Saturday, March 17, 2007

Yuma, Arizona

Thanks Yuma! I have found that is what we all should be saying, that is if you like a good salad….

Hundreds of years ago Yuma was one of the few places along the Colorado River where a crossing could be made with relative safety. The river, which could be as wide as 15 miles during spring runoff (from the North), narrowed to 400 yards between two granite outcroppings. This made it the gateway to California and Mexico and the point was named “Yuma Crossing” after the Indians native to the area. This crossing was important as far back as 1540 when the first Spanish explorers came North out of Mexico.

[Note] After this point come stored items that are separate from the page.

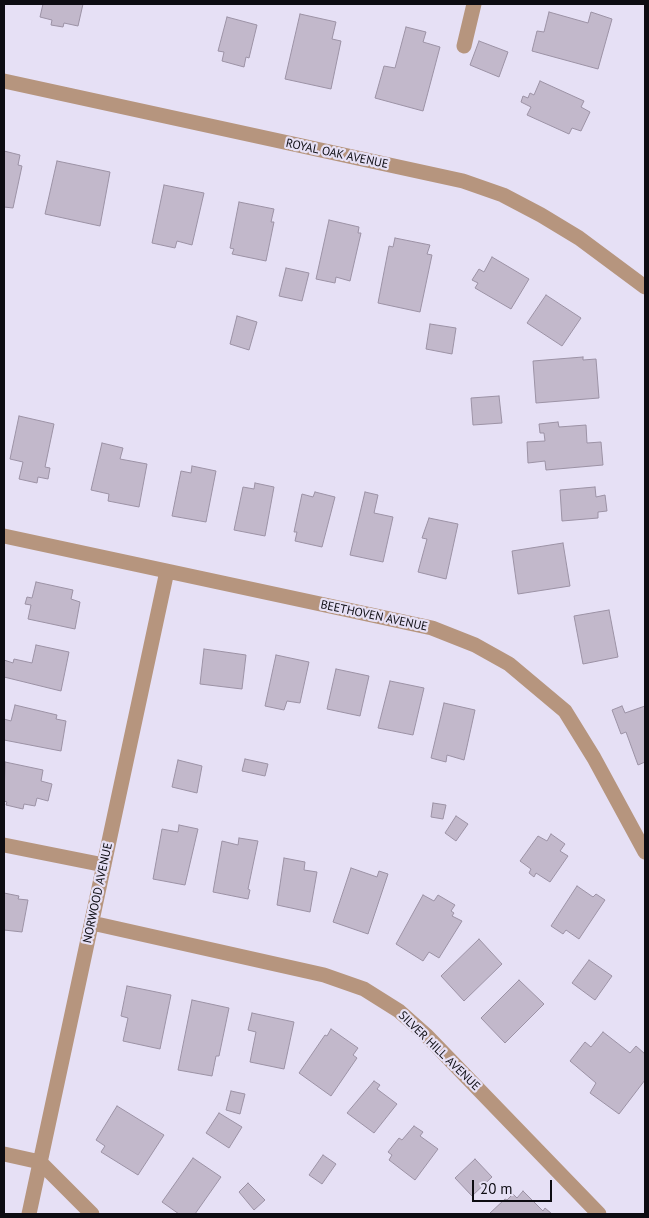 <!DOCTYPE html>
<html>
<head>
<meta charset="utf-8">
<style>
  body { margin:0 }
  #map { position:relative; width:649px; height:1218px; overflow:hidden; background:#e6e0f5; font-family:"PT Sans",sans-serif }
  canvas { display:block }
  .frame { position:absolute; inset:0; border:5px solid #0d0c12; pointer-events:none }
  .scale { position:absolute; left:472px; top:1180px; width:80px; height:22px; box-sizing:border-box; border:2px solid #0d0c12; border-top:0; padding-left:6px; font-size:15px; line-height:18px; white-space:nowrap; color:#0d0c12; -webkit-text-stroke:4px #e6e0f5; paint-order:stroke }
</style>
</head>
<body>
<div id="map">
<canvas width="649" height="1218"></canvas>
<div class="frame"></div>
<div class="scale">20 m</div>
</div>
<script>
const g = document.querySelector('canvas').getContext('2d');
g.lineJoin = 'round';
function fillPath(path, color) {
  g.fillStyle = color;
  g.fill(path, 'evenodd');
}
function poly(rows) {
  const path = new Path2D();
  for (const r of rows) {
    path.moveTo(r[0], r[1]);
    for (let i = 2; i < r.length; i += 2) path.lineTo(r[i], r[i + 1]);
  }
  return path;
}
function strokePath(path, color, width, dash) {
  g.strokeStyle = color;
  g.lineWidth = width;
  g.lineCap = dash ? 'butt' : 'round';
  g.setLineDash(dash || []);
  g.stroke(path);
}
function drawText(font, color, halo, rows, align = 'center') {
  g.font = font + ' "PT Sans",sans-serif';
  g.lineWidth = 4.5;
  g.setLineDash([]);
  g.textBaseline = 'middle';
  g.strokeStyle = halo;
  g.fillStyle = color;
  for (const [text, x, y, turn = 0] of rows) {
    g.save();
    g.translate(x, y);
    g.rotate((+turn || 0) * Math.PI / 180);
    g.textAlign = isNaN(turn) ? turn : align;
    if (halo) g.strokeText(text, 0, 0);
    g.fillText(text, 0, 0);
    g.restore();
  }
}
const building = poly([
  [43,4,83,4,78,26,64,23,63,27,51,25,52,20,40,17,43,4],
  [549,12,588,23,591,12,612,19,598,69,532,51,537,31,544,32,549,12],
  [300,14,336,22,332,39,341,41,331,89,285,79,300,14],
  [227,17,257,25,249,58,246,57,244,67,222,61,224,52,218,51,227,17],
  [406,27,426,32,423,42,440,47,423,111,375,98,384,66,395,68,406,27],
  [479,41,508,52,499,77,470,65,479,41],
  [540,81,584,101,581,107,590,112,581,131,572,128,569,134,527,115,531,107,521,102,523,96,528,98,530,93,534,95,540,81],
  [4,151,20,155,18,165,22,166,13,208,4,207,4,151],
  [57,161,110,172,100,226,45,214,57,161],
  [164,185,204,193,192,245,177,241,175,248,152,243,164,185],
  [239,202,274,209,271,222,274,222,266,261,232,254,234,249,230,248,239,202],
  [329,220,359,227,358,233,361,233,350,281,336,277,335,283,316,279,329,220],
  [395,238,430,245,427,254,432,255,420,312,378,303,389,246,393,247,395,238],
  [492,257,529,279,511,309,475,288,478,283,472,280,479,269,484,272,492,257],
  [286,268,309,273,302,301,279,296,286,268],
  [546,295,581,318,562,346,527,323,546,295],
  [237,316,257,322,249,350,230,344,237,316],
  [430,324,456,328,452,354,426,349,430,324],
  [583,357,583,360,596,359,599,398,536,403,533,361,583,357],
  [499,396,502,423,473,425,471,398,499,396],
  [19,416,54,424,45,467,50,468,48,479,38,477,37,483,19,479,23,462,10,459,19,416],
  [558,422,559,427,586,425,587,443,601,442,603,465,546,470,545,461,528,463,527,442,545,441,544,433,540,433,539,424,558,422],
  [102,443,123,448,120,459,147,464,139,507,108,501,109,494,91,490,102,443],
  [192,466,216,471,206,522,172,516,181,471,191,473,192,466],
  [255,483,274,487,265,536,234,530,243,487,254,489,255,483],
  [595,487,596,497,605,495,607,511,598,512,598,518,562,521,560,490,595,487],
  [315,492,335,497,322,547,295,541,297,532,294,532,302,494,313,497,315,492],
  [365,492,378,495,374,513,393,517,383,562,350,555,365,492],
  [429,518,458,524,446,579,418,572,427,539,422,538,429,518],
  [563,543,570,586,518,594,512,551,563,543],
  [36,582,73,590,71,599,80,602,75,629,28,619,31,605,25,604,27,597,32,598,36,582],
  [609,610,618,657,583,664,574,616,609,610],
  [36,645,69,652,61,691,4,677,4,660,13,663,14,659,32,663,36,645],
  [204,649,246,655,242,689,200,684,204,649],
  [276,655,309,662,300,703,287,701,284,710,265,706,276,655],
  [336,669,369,676,360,716,327,709,336,669],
  [390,681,424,688,413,735,378,728,390,681],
  [444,703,475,710,464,760,447,755,446,762,431,758,444,703],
  [15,705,57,715,56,719,66,721,61,751,4,740,4,719,11,721,15,705],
  [622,706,625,713,645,706,645,762,638,765,626,732,621,734,612,710,622,706],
  [245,759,268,764,265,776,242,771,245,759],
  [178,760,202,766,197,793,172,787,178,760],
  [5,762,43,770,41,781,52,784,48,801,37,798,35,806,24,804,23,809,6,805,7,802,4,801,5,762],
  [433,803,446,805,443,819,431,817,433,803],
  [456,816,468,824,456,841,445,833,456,816],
  [179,825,198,829,185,885,153,879,162,829,178,832,179,825],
  [551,834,565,844,560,851,568,856,550,882,536,873,534,877,529,873,531,869,520,861,538,836,547,841,551,834],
  [239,838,258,841,248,889,250,890,248,899,213,892,222,841,238,845,239,838],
  [284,858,305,862,304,870,317,872,310,912,277,905,284,858],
  [351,868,377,877,379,871,388,874,368,934,333,922,351,868],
  [577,886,593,897,596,894,605,900,579,939,566,930,563,934,551,926,577,886],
  [4,893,19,896,18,899,28,900,22,932,4,930,4,893],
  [423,895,434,901,438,895,455,905,451,911,454,913,452,916,462,921,439,958,429,952,423,961,396,944,423,895],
  [479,939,502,964,464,1001,441,976,479,939],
  [589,960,612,976,595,1000,572,983,589,960],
  [519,980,544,1004,505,1043,481,1018,519,980],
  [127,986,171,995,160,1049,123,1041,128,1018,121,1016,127,986],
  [192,1000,229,1008,219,1056,216,1056,212,1076,178,1070,192,1000],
  [252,1013,294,1022,284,1069,250,1062,256,1032,248,1030,252,1013],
  [331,1029,358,1048,353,1055,357,1058,331,1096,299,1073,325,1035,327,1036,331,1029],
  [603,1032,630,1053,636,1046,645,1054,645,1080,619,1114,590,1093,596,1083,570,1061,585,1042,591,1047,603,1032],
  [374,1081,380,1085,377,1089,397,1104,374,1133,347,1113,374,1081],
  [231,1091,245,1094,240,1114,226,1110,231,1091],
  [117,1106,164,1135,138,1175,101,1152,105,1146,96,1140,117,1106],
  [219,1113,242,1127,229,1148,206,1133,219,1113],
  [414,1126,423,1132,420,1136,438,1149,415,1180,389,1160,392,1155,388,1152,399,1138,402,1140,414,1126],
  [323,1155,336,1164,322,1184,309,1175,323,1155],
  [193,1158,221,1177,195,1214,179,1214,162,1202,193,1158],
  [475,1159,492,1177,472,1196,455,1178,475,1159],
  [248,1183,265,1200,254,1210,239,1192,248,1183],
  [523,1191,543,1211,545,1208,552,1214,489,1214,505,1199,507,1200,513,1194,517,1198,523,1191]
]);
const minor = poly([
  [464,46,474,4],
  [4,81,463,181,503,195,541,215,579,238,645,287],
  [4,536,432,628,475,645,509,664,565,711,594,758,645,852],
  [4,845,104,865],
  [92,923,324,975,364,989,399,1011,426,1035,599,1214],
  [4,1154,40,1162,92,1214],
  [29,1214,167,571]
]);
const streetNames = [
  ["ROYAL OAK AVENUE",337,154,12],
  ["BEETHOVEN AVENUE",374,616,12],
  ["NORWOOD AVENUE",98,893,-78],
  ["SILVER HILL AVENUE",439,1051,44]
];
fillPath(building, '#c2b8cb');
strokePath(building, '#9c92a5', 1);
strokePath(minor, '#b6957e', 15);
drawText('12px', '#0d0c12', '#e6e0f5', streetNames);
</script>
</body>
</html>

Yuma was an access point for seekers of the gold discovered in California and also the hordes of others seeking other forms of fortune in Southern California, the land of milk and honey. It was the home of the Yuma Territorial Prison which, between 1876 and 1909, housed Arizona’s most dangerous and notorious criminals. It residents were infamous enough to have been made the center figures of many books, movies and TV shows. Believe me, during the summer months that prison must have been as close to a sentence in hell as a living man could be given.

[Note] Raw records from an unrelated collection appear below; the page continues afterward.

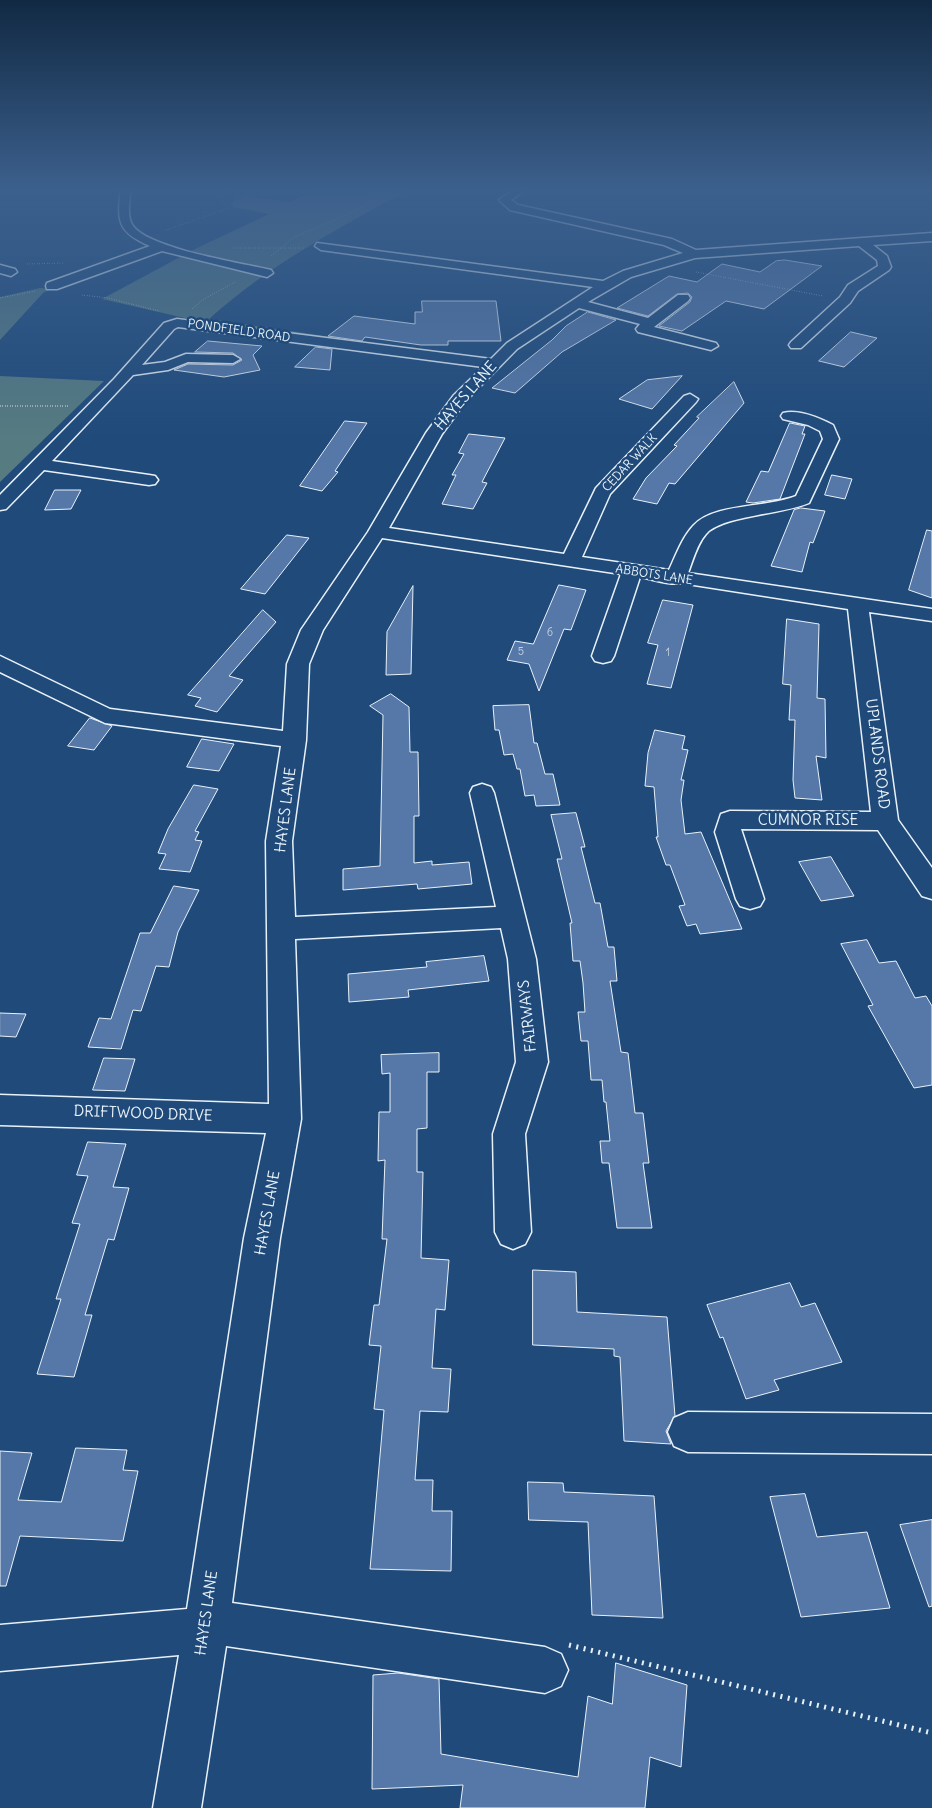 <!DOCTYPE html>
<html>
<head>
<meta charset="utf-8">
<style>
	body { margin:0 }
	canvas { display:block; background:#1f4a7a }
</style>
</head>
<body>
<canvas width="932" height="1808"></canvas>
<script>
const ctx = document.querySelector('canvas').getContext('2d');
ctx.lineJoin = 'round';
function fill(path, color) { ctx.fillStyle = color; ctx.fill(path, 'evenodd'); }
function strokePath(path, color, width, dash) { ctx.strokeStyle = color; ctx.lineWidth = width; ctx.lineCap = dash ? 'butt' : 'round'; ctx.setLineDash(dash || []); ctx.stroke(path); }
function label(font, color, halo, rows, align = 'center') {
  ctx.font = font + ' Delius,sans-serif'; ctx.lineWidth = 5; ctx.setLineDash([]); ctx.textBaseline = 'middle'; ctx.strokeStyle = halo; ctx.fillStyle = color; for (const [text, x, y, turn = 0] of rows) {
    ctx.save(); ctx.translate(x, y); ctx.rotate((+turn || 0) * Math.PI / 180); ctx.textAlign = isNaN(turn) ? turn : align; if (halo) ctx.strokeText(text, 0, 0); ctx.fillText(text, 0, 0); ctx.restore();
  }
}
const green = new Path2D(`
	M318 188H412C342 226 269 265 209 319L480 359 189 319 102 299 195 249 269 214 233 207 231 203 244 196 291 202Z
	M40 288 50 289 43 293 0 340V297Z
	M0 376 104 381 0 482Z`);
const building = new Path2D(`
	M785 260 822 266 764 309 726 301 682 331 659 326 690 302 692 297 688 293 677 294 648 316 617 308 669 276 697 282 722 264 760 272 776 261Z
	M422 301H496L501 341H448V345H421L365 337 362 341 328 336 354 316 415 324V312H422Z
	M588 312 616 320 562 352 515 393 492 388 552 340 566 326Z
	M851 332 877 338 844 367 819 361Z
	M208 341 262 346 253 355 260 370 224 377 174 370 188 364 233 365 242 360 233 353 195 352Z
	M316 347 332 349 330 370 295 367Z
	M682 376 652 409 619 399 647 380Z
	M734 382 744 403 675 484 669 483 657 504 633 499 646 478 677 446 674 445 699 418 697 417Z
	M345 421 367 423 335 471 338 472 322 491 300 486Z
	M790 423 805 426 802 434H805L780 499 753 503 746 502 761 471 768 472Z
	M469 434 505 438 482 482 487 483 473 509 442 504 456 475H452L464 454 459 453Z
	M832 475 852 479 845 499 825 495Z
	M55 490H81L71 509 45 510Z
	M801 508 825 511 813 543 810 542 802 572 771 566 794 510Z
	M927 530 932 531V598L909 590Z
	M287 535 309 538 265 594 241 589Z
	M559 585 586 590 571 630 564 629 539 691 529 664 507 660 515 641 533 644Z
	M413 586 411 674 386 675 387 632Z
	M663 600 693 605 671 688 647 684 658 645 648 643Z
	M263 610 276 622 229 676 243 680 217 712 195 706 201 698 188 695Z
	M787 619 819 624 817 698 825 699 826 758 816 756 822 800 795 798 793 780 795 720H789L791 685 783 684Z
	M391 694 409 707 410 752H418L419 816H414V863L432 861V865L469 862 472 884 418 889 417 884 343 890V869L380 866 383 715 370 706Z
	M529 705 534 743H537L545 774H553L560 805 536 806 534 795 525 796 520 769H517L513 754 504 755 499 730H495L493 706Z
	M90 718 112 726 94 750 68 746Z
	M655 730 685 736 682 749 688 750 681 780H684L681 800 685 834 701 832 742 929 700 934 696 924 687 926 679 906 685 905 670 865H666L656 837H658L654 787 645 786 648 753Z
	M202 739 234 744 219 771 187 767Z
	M194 785 218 789 195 831 199 832 195 840 202 841 190 872 159 869 166 854 158 853 168 829Z
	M576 813 585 847H581L595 903H600L608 947H614L617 981H610L621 1052 628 1053 635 1113H643L649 1163H643L652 1228H617L609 1163H602L600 1141H610L606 1102H604L602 1080H591L588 1041H581L578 1012H585L583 983 580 961H573L570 923H572L557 859H562L551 815Z
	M831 857 854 896 821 901 799 862Z
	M174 886 199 890 178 932 169 967 156 966 141 1011 133 1010 121 1049 88 1047 99 1018 111 1019 140 933H150Z
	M867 940 879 963 896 961 915 998 926 996 932 1006V1085L914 1088 868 1006 873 1005 841 944Z
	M484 956 489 981 408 990 409 997 349 1002 348 974 427 967 426 962Z
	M0 1013 26 1014 16 1037 0 1036Z
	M439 1053V1072H427V1128L417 1129V1172H423L421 1258 449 1260 445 1310 436 1309 432 1368 451 1369 448 1412 420 1411 415 1480H433L432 1511H452L451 1571 370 1569 384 1410 374 1409 381 1346 369 1345 374 1305H379L387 1239H382L385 1160 378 1161 379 1112H390V1073L382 1074 381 1055Z
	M104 1058 135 1059 125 1091 93 1090Z
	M88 1142 126 1144 113 1187 129 1188 114 1240 108 1239 85 1315H92L74 1377 37 1374 61 1299H56L80 1224 72 1223 88 1176 77 1175Z
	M533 1270 576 1272 577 1312 667 1317 675 1416 666 1431 671 1444 624 1441 620 1357 614 1356V1349L533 1345Z
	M790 1283 801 1307 815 1303 842 1362 774 1380 779 1390 746 1399 723 1337 720 1338 707 1305Z
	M76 1448 127 1450 123 1470 138 1471 123 1541 20 1536 6 1586H0V1451L32 1453 18 1500 61 1502Z
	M528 1482 563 1483 564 1492 654 1496 663 1618 592 1615 588 1522 529 1520Z
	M805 1494 817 1537 867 1532 890 1608 801 1617 770 1497Z
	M932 1520V1606L929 1607 900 1525Z
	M616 1663 687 1685 681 1767 650 1757 645 1808H460L463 1785 372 1789 373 1675 398 1673 439 1679 441 1754 578 1777 588 1696 612 1704Z`);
const pathFar2 = new Path2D(`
	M166 230 229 208 217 194 231 188
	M233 248H304
	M271 256 294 237 353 212 394 188
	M27 264 63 263
	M696 272 823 296
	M82 295 108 298 159 311
	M0 298 36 291
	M192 309 204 299 235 282`);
const pathFar1 = new Path2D(`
	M0 406H69`);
const path = new Path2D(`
	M569 1645 932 1733`);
const minor = new Path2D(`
	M121 188H131C130 199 126 216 133 226 150 249 242 263 271 270L273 273 267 277 162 251 57 289H47L46 286 47 283 150 246C117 232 117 221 121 188Z
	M516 188H528L511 200 518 205 672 239 696 250 932 233V241L873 245 887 256 891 267 889 270 858 291 850 303 801 348H791L789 345 791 342 840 297 848 285 878 266 877 260 859 246 695 258 631 277 588 302 648 318 678 295H688L690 298 688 301 654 327 716 343 718 346 711 350 638 332 636 329 640 324 579 308 517 349 466 401 442 434 389 528 564 554 596 488 684 396 690 394 698 399 696 402 610 494 582 557 669 570C676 555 682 538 693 526 713 503 767 508 796 496L823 439 820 431 808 425 783 419 781 416 783 413C799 409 819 418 833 425L839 439 809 503C784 514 720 516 706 534 697 544 693 560 688 573L932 609V621L869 612 898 820 932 868V899L922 896 878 830 741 829 764 899 760 906 750 909 740 906 736 899 715 832 721 814 730 811 871 812 848 609 681 583C671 586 652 579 640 577L614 656 611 661 603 663 595 661 592 656 621 574 382 538 323 630 309 664 306 740 292 841 295 917 496 907 470 793 473 787 482 784 491 787 494 793 536 959 548 1062 525 1134 531 1232 525 1244 513 1249 501 1244 495 1232 493 1134 516 1062 508 959 501 928 295 939 301 1119 280 1238 232 1603 545 1647 561 1654 568 1670 561 1686 545 1693 226 1646 201 1808H153L179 1655 0 1671V1625L187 1609 244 1238 266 1133 0 1125V1095L269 1104 266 841 281 746 105 723 0 672V656L110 709 283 731 287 664 301 630 368 532 426 433 454 395 483 367 178 327 174 329 142 365 165 362 186 354 233 355 240 359 233 363 188 362 168 370 133 375 52 461 149 475 155 476 158 480 155 484 149 485 44 470 6 509 0 510V495L114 379 164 323 177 319 491 359 507 343 593 287 321 250 315 246 317 243 603 281 623 271 683 253 664 245 510 210 499 200Z
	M0 265 15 269 17 272 11 276 0 273Z
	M688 1412 932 1414V1454L688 1452 674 1446 668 1432 674 1418Z`);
const farNumbernames = [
	["6",550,633],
	["5",521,652],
	["1",668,653]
];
const farStreetnames = [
	["PONDFIELD ROAD",239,331,8],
	["CEDAR WALK",630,463,-47],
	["ABBOTS LANE",654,575,9]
];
const streetNames = [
	["HAYES LANE",466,396,-49],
	["UPLANDS ROAD",877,754,83],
	["HAYES LANE",286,810,-83],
	["CUMNOR RISE",808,821],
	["FAIRWAYS",528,1016,-96],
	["DRIFTWOOD DRIVE",143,1114,2],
	["HAYES LANE",268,1213,-80],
	["HAYES LANE",207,1613,-82]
];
fill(green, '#567b81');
fill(building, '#5678a8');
strokePath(building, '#e8f1f8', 1);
strokePath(minor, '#e8f1f8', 3);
strokePath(pathFar2, '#e8f1f8', 1, [0.5, 2]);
strokePath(pathFar1, '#e8f1f8', 2, [0.5, 2]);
strokePath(path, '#e8f1f8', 5, [2, 5.5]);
fill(minor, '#1f4a7a');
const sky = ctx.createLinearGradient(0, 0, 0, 441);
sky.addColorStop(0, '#112943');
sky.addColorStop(0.43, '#3c608d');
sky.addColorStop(1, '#3c608d00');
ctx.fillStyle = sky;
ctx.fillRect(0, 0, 932, 441);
label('11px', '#c4d3e4', null, farNumbernames);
label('12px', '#e8f1f8', '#1f4a7a', farStreetnames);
label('15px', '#e8f1f8', '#1f4a7a', streetNames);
</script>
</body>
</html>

Today Yuma is the home of the Yuma Proving Grounds, for the desert testing of military equipment. It is only a few miles from the Imperial Dunes in California, a vast series of sand dunes where people play and where a sequence from Stars Wars was filmed. It is the gateway (via Interstate 8) to Southern California and parts of Mexico.

However, for us veggie lovers, the most important point in Yuma’s history may have occurred in 1912 when the Yuma Siphon was opened. The siphon is an underground U-shaped canal that carries irrigation water under the Colorado River. At the time it was an impossible engineering feat, but they built it anyway. Vertical tunnels on either side of the river go down over 100 feet to bedrock. A horizontal tunnel joins the two through more than 400 yards of bedrock. This is no small canal either, dozens of men worked in the tunnels at the same time.

Now back to the salads. The Yuma valley is fertile (from thousands of years as a flood plane), but dry. The irrigation water coming through the siphon allowed the valley to bloom. One of the primary crops is now lettuce. And there you go, salads for you and me. The lettuce (and several other veggies like cauliflower, broccoli, cabbage, etc.) is hand picked and processed primarily by Mexican laborers (be careful George, send ‘em home and we may all have to give up salads).

There are undoubtedly many companies distributing the veggies out of this desert oasis. Foxy is one I recognize as is Fresh Express, with a processing plant only about two miles from where I am staying (so they get to be “featured” with a picture of their plant). By the way, it is too hot to grow veggies in the summer so they switch over to cotton, making use of the land year round.